> **WHAT THIS TASK INVOLVES**:
Search the listing below for the word "icon" and copy each line that holds it.
-- -- --
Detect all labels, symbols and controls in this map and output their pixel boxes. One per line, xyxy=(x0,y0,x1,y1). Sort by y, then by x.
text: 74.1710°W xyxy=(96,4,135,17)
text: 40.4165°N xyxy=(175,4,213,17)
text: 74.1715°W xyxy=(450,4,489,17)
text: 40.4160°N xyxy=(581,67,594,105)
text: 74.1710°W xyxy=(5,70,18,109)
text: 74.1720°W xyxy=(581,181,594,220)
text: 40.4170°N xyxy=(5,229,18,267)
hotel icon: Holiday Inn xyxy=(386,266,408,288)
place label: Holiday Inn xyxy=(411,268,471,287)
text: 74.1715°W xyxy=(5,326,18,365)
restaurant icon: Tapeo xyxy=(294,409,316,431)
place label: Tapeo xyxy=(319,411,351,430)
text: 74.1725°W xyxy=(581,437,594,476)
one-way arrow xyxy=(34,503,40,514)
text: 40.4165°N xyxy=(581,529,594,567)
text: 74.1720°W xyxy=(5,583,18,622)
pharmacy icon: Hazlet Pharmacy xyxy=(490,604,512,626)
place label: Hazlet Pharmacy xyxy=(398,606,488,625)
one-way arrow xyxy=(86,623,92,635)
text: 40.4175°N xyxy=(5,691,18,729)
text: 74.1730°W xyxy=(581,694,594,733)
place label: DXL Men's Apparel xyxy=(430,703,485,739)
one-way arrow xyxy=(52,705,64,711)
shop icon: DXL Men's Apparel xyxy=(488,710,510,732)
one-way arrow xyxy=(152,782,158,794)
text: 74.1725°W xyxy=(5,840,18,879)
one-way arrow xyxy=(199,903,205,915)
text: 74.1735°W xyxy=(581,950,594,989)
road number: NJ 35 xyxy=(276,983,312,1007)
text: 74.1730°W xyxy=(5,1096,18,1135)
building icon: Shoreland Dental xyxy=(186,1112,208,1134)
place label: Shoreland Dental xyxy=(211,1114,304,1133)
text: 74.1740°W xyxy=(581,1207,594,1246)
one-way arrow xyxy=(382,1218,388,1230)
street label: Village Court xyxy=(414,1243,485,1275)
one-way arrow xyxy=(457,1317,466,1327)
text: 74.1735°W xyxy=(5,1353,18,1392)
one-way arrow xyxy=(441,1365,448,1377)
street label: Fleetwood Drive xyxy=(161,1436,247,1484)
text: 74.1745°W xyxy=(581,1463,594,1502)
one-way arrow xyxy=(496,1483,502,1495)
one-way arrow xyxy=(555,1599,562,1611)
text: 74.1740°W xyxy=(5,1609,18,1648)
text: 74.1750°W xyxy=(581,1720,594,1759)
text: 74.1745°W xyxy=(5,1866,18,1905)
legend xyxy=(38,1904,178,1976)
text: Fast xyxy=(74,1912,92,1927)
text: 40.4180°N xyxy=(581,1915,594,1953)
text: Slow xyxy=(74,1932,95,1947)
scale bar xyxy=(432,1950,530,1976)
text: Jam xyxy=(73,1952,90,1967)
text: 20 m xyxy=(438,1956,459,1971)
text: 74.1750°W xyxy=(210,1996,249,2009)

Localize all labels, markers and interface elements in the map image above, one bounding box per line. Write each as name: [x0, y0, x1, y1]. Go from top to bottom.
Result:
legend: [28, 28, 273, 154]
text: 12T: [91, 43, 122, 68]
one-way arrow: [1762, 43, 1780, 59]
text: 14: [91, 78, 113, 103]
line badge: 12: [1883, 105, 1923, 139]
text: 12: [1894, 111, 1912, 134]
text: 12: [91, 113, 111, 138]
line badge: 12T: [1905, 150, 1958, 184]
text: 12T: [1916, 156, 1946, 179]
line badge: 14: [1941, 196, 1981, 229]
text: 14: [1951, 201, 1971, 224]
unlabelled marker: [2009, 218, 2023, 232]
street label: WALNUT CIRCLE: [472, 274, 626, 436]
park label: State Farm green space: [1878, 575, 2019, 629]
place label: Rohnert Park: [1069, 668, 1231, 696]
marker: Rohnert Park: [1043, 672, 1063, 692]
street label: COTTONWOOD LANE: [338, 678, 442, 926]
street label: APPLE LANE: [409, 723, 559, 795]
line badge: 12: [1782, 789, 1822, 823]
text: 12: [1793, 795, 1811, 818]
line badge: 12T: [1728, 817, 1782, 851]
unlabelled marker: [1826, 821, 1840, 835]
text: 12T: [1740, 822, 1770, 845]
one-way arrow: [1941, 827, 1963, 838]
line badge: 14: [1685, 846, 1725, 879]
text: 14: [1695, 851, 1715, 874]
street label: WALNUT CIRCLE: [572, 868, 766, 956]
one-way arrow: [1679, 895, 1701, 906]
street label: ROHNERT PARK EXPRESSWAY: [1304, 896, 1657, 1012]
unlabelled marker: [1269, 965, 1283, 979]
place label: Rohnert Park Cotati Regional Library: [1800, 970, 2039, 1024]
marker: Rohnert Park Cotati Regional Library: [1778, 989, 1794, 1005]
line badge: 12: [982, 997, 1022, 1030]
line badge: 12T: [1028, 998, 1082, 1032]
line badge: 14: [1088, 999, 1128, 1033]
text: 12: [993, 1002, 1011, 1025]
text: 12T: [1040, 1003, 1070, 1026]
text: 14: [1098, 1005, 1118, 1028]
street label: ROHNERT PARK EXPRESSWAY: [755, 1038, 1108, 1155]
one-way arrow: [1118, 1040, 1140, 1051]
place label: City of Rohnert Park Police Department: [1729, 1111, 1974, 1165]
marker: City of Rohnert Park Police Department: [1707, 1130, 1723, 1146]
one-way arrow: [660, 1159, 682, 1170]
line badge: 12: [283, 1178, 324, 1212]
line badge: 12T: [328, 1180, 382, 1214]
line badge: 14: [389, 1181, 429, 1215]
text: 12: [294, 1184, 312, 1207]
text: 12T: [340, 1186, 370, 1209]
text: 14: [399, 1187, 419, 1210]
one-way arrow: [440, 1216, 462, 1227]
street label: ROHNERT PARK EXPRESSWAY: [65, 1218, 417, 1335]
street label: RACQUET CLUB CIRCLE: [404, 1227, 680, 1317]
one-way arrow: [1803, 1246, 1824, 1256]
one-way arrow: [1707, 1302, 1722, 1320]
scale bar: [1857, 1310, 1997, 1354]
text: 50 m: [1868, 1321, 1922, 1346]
-- -- --
> **SOLUTION BELOW**:
hotel icon: Holiday Inn xyxy=(386,266,408,288)
restaurant icon: Tapeo xyxy=(294,409,316,431)
pharmacy icon: Hazlet Pharmacy xyxy=(490,604,512,626)
shop icon: DXL Men's Apparel xyxy=(488,710,510,732)
building icon: Shoreland Dental xyxy=(186,1112,208,1134)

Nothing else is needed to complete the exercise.